Here's some code to give you an idea:

n = "a:c"
if n =~ /([a-z])([.:])([a-z])/
  p [:first, :second].zip(n.split($2)) | [[:separator, $2]]
end

(see pastie here: http://pastie.org/2445983)

The problem is, the resulting array will contain "nil" for :separator.
Apparently, String#split will reset all regexp-related variables... I
guess it uses regexp internally, but I haven't seen anything documenting
this behavior, and I honestly believed this code would work...

So what's your take on this?
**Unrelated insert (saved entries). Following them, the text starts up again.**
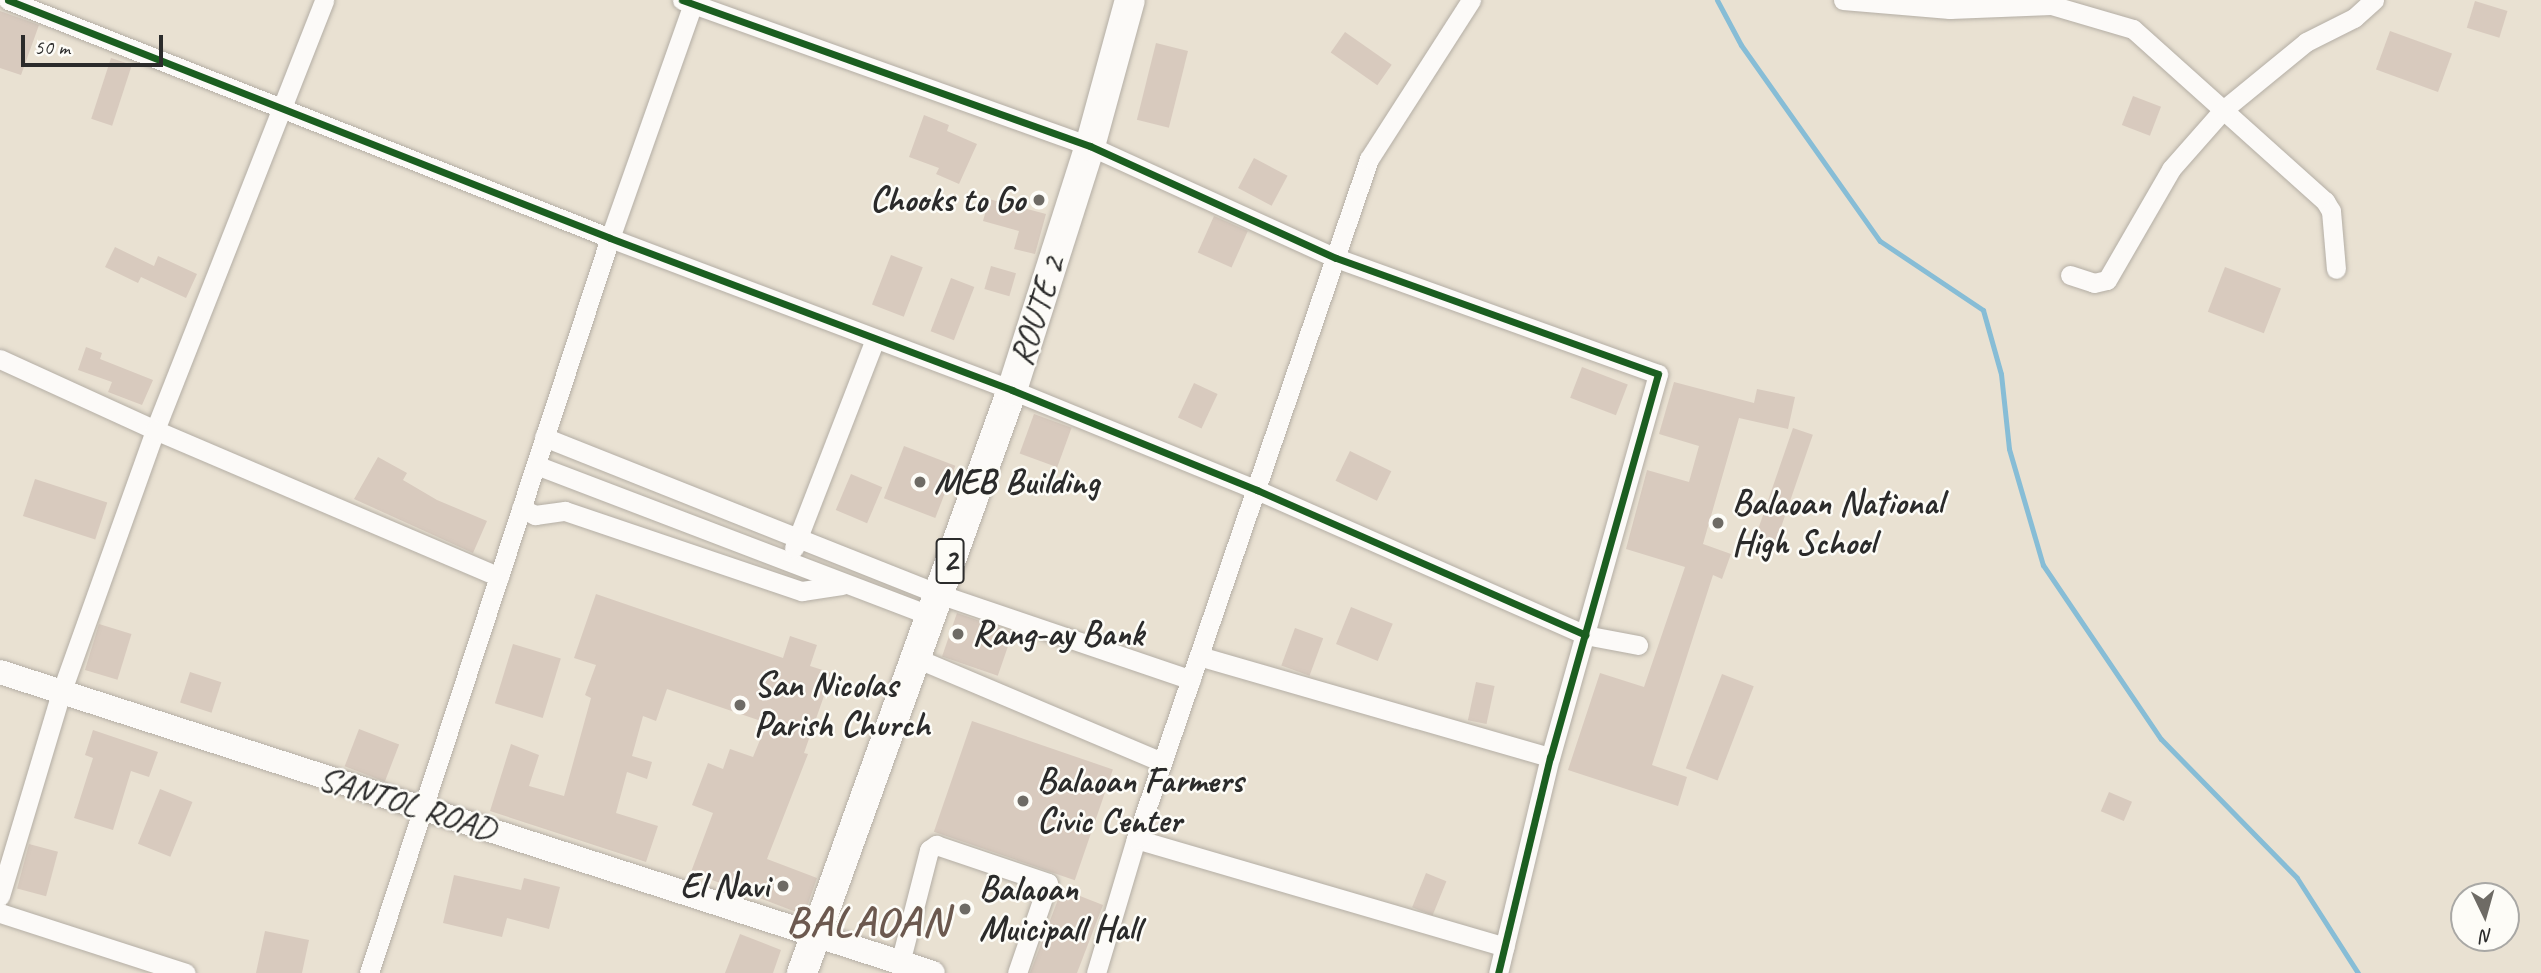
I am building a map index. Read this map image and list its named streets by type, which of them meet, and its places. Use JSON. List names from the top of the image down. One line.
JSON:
{"streets":{"highway":["ROUTE 2","2"],"main road":["SANTOL ROAD"]},"crossings":[["ROUTE 2","SANTOL ROAD"]],"districts":["BALAOAN"],"places":["Chooks to Go","MEB Building","Balaoan National High School","Rang-ay Bank","San Nicolas Parish Church","Balaoan Farmers Civic Center","El Navi","Balaoan Muicipall Hall"],"scale_bar":"50 m","north":"bottom"}
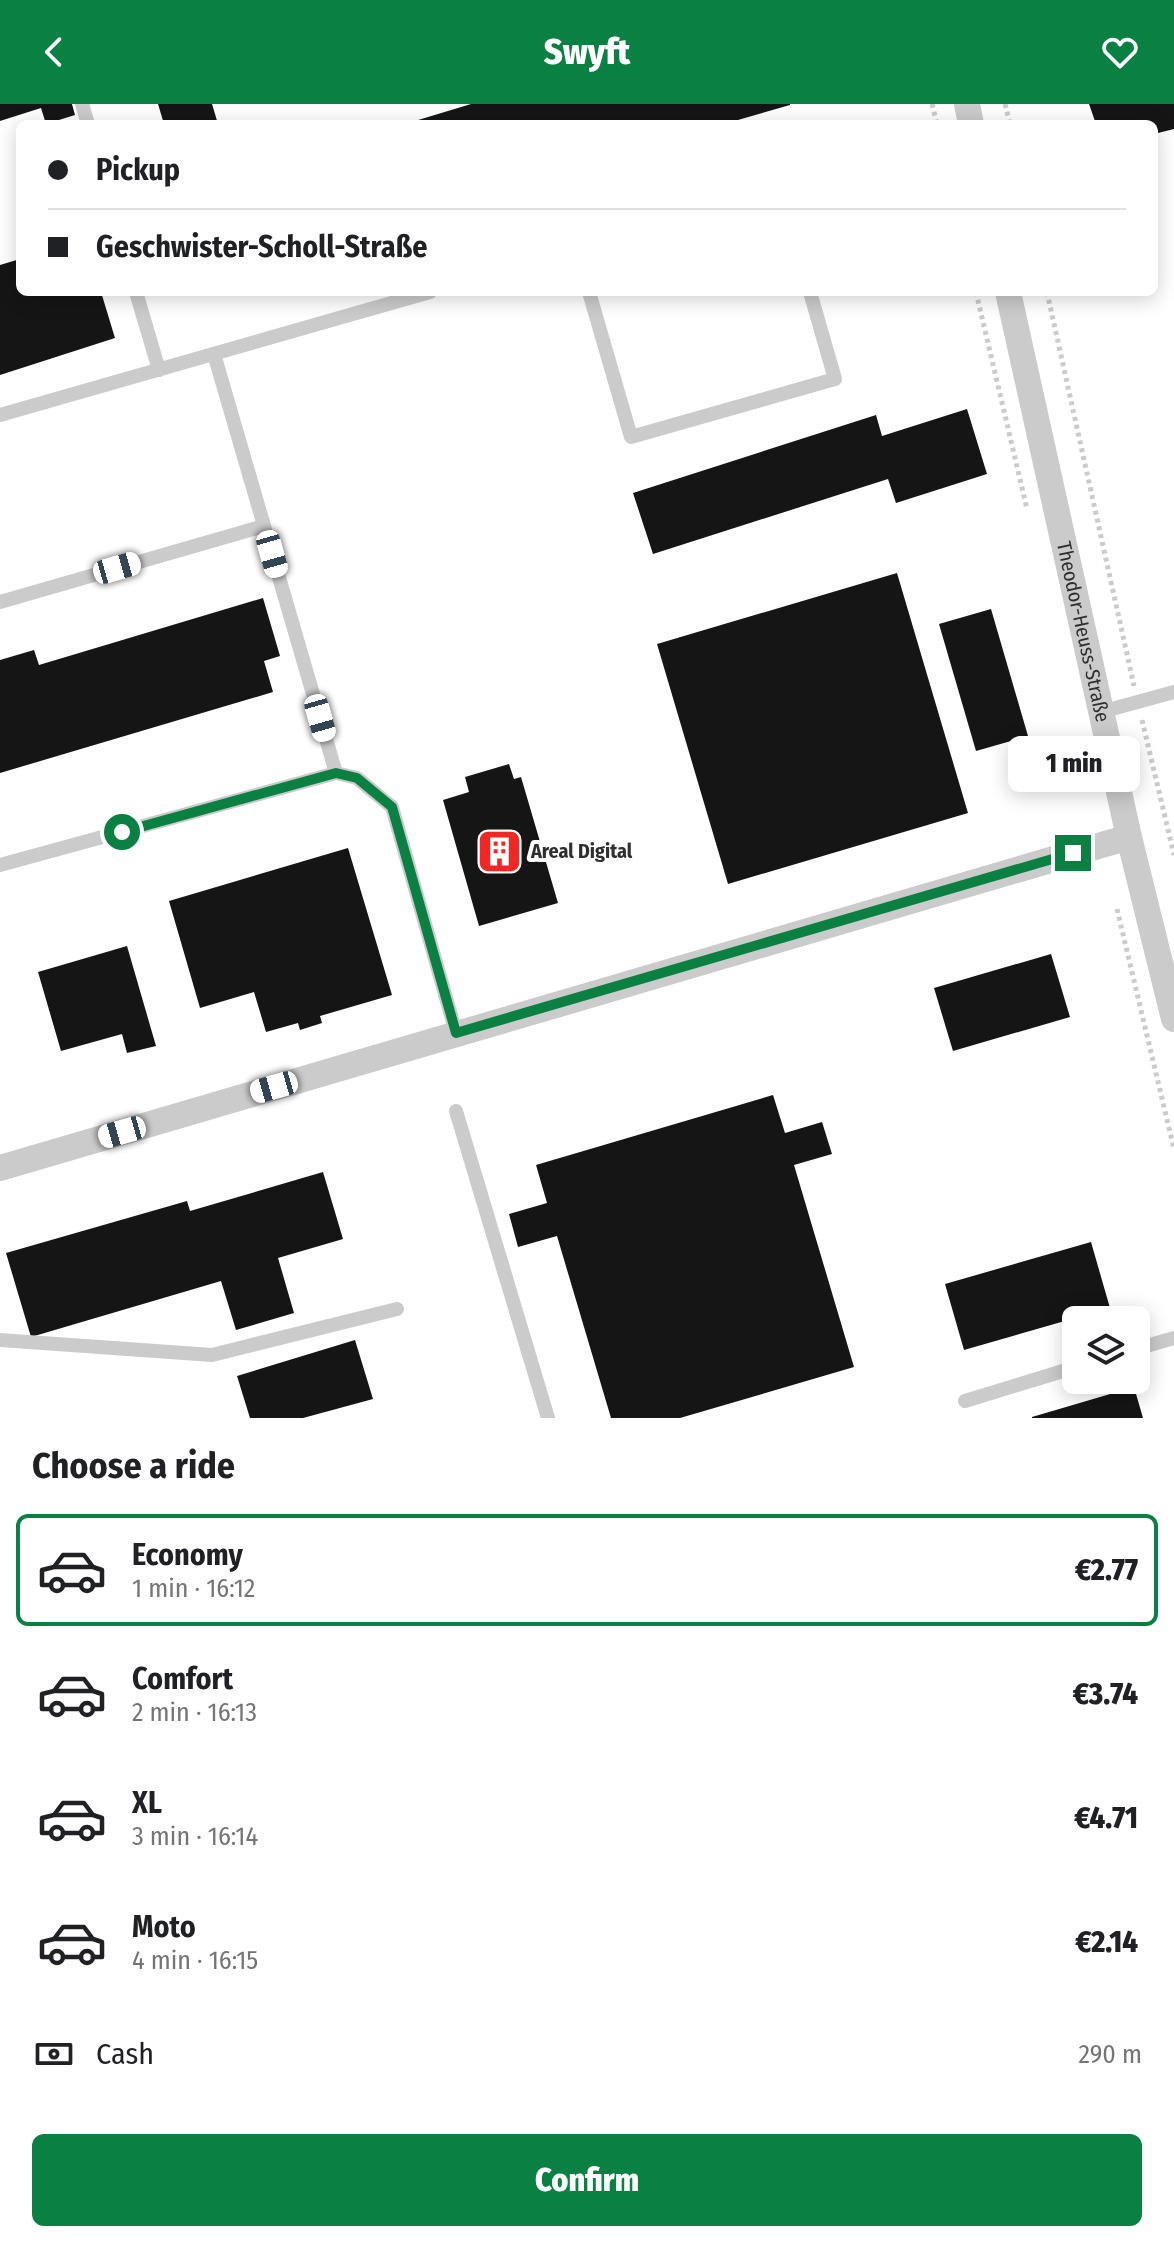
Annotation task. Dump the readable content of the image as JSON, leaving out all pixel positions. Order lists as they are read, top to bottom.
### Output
{
  "streets": {
    "street": ["Theodor-Heuss-Straße"]
  },
  "places": {
    "building": ["Areal Digital"]
  },
  "page": {
    "header": "Swyft",
    "banner": ["Pickup", "Geschwister-Scholl-Straße"],
    "bubble": "1 min",
    "heading": "Choose a ride",
    "list": [
      {
        "name": "Economy",
        "note": "1 min · 16:12",
        "value": "€2.77"
      },
      {
        "name": "Comfort",
        "note": "2 min · 16:13",
        "value": "€3.74"
      },
      {
        "name": "XL",
        "note": "3 min · 16:14",
        "value": "€4.71"
      },
      {
        "name": "Moto",
        "note": "4 min · 16:15",
        "value": "€2.14"
      }
    ],
    "pay": ["Cash", "290 m"],
    "buttons": "Confirm"
  }
}
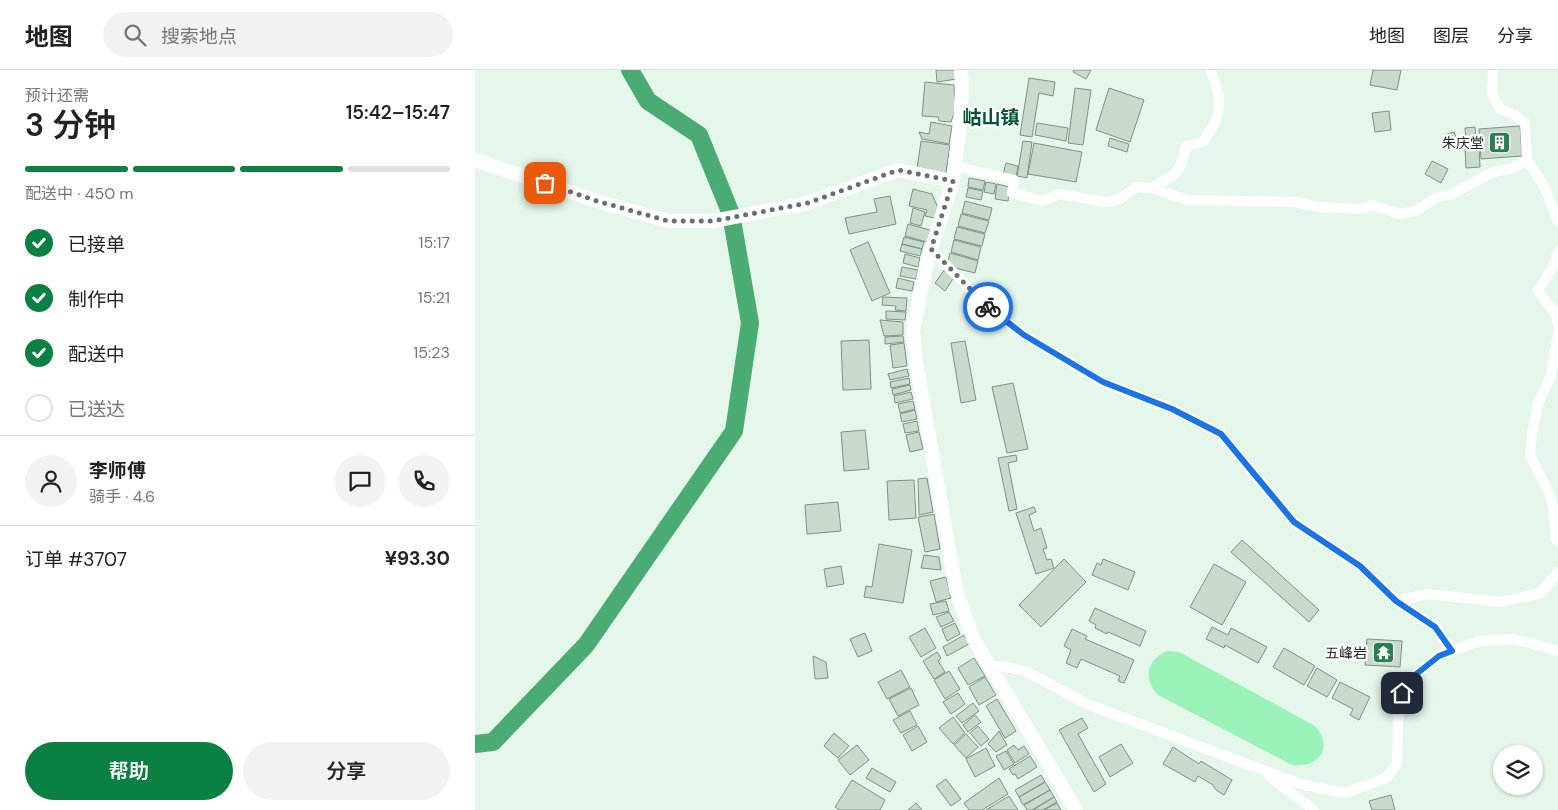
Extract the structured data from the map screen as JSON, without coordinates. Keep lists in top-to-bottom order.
{
  "districts": ["岵山镇"],
  "places": {
    "building": ["朱庆堂"],
    "temple": ["五峰岩"]
  },
  "page": {
    "header": "地图",
    "search": "搜索地点",
    "nav": ["地图", "图层", "分享"],
    "heading": ["3 分钟", "预计还需", "15:42–15:47"],
    "panel": [
      "李师傅",
      "骑手 · 4.6",
      "订单 #3707",
      "¥93.30"
    ],
    "bar": "配送中 · 450 m",
    "list": [
      ["已接单", "15:17"],
      ["制作中", "15:21"],
      ["配送中", "15:23"],
      "已送达"
    ],
    "buttons": ["帮助", "分享"]
  }
}
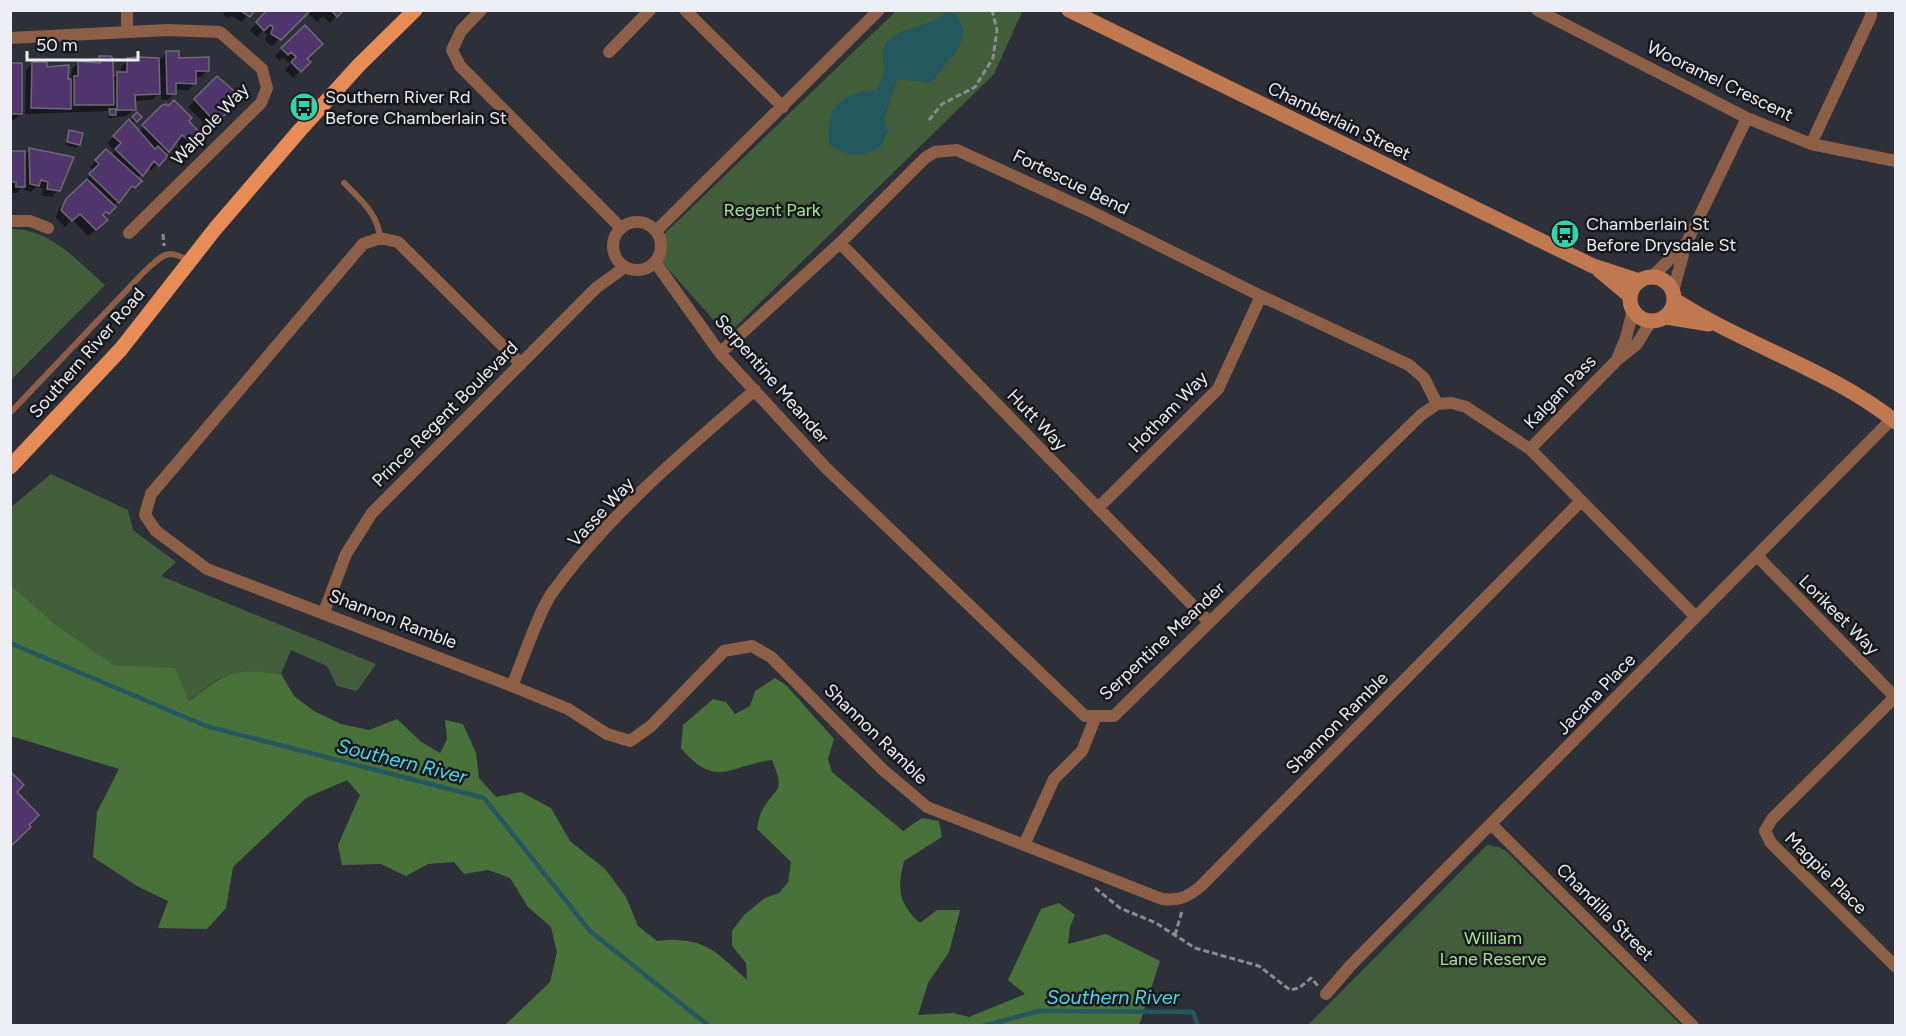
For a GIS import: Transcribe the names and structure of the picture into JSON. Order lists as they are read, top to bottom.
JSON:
{
  "streets": {
    "main road": ["Chamberlain Street", "Southern River Road"],
    "street": [
      "Wooramel Crescent",
      "Walpole Way",
      "Fortescue Bend",
      "Serpentine Meander",
      "Kalgan Pass",
      "Hotham Way",
      "Prince Regent Boulevard",
      "Hutt Way",
      "Vasse Way",
      "Lorikeet Way",
      "Shannon Ramble",
      "Jacana Place",
      "Magpie Place",
      "Chandilla Street"
    ]
  },
  "crossings": [
    ["Chamberlain Street", "Kalgan Pass"],
    ["Chamberlain Street", "Jacana Place"],
    ["Fortescue Bend", "Serpentine Meander"],
    ["Fortescue Bend", "Hotham Way"],
    ["Fortescue Bend", "Hutt Way"],
    ["Serpentine Meander", "Prince Regent Boulevard"],
    ["Serpentine Meander", "Hutt Way"],
    ["Serpentine Meander", "Vasse Way"],
    ["Hotham Way", "Hutt Way"],
    ["Prince Regent Boulevard", "Shannon Ramble"],
    ["Vasse Way", "Shannon Ramble"],
    ["Lorikeet Way", "Jacana Place"],
    ["Lorikeet Way", "Magpie Place"],
    ["Jacana Place", "Chandilla Street"]
  ],
  "water": ["Southern River"],
  "parks": ["Regent Park", "William Lane Reserve"],
  "places": {
    "bus stop": ["Southern River Rd Before Chamberlain St", "Chamberlain St Before Drysdale St"]
  },
  "scale_bar": "50 m"
}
Does it feel natural/logical to you?
Should I file a bug to enhance Ruby's documentation?

···

--
Posted via http://www.ruby-forum.com/.

It worked for me, you probably are using an old version of Ruby.

RUBY_VERSION # => "1.9.2"

n = "a:c"
if n =~ /([a-z])([.:])([a-z])/
  p [:first, :second].zip(n.split($2)) | [[:separator, $2]]
end
# >> [[:first, "a"], [:second, "c"], [:separator, ":"]]

Anyway, why not just do [[:first, $1], [:second, $3], [:separator, $2]]

···

On Sun, Aug 28, 2011 at 7:54 PM, Olivier Lance <bestiol@gmail.com> wrote:

Hi,

I've just spent some time on this problem until I found the solution,
and I wanted to share it/ask for opinions on this:

I've got a string on which I try to match a regexp. If it matches, I
split the string with one of the captured groups, zip the resulting
array with an array of symbols and merge with a last symbol/string array
pair representing the captured separator.

Here's some code to give you an idea:

n = "a:c"
if n =~ /([a-z])([.:])([a-z])/
p [:first, :second].zip(n.split($2)) | [[:separator, $2]]
end

(see pastie here: http://pastie.org/2445983\)

The problem is, the resulting array will contain "nil" for :separator.
Apparently, String#split will reset all regexp-related variables... I
guess it uses regexp internally, but I haven't seen anything documenting
this behavior, and I honestly believed this code would work...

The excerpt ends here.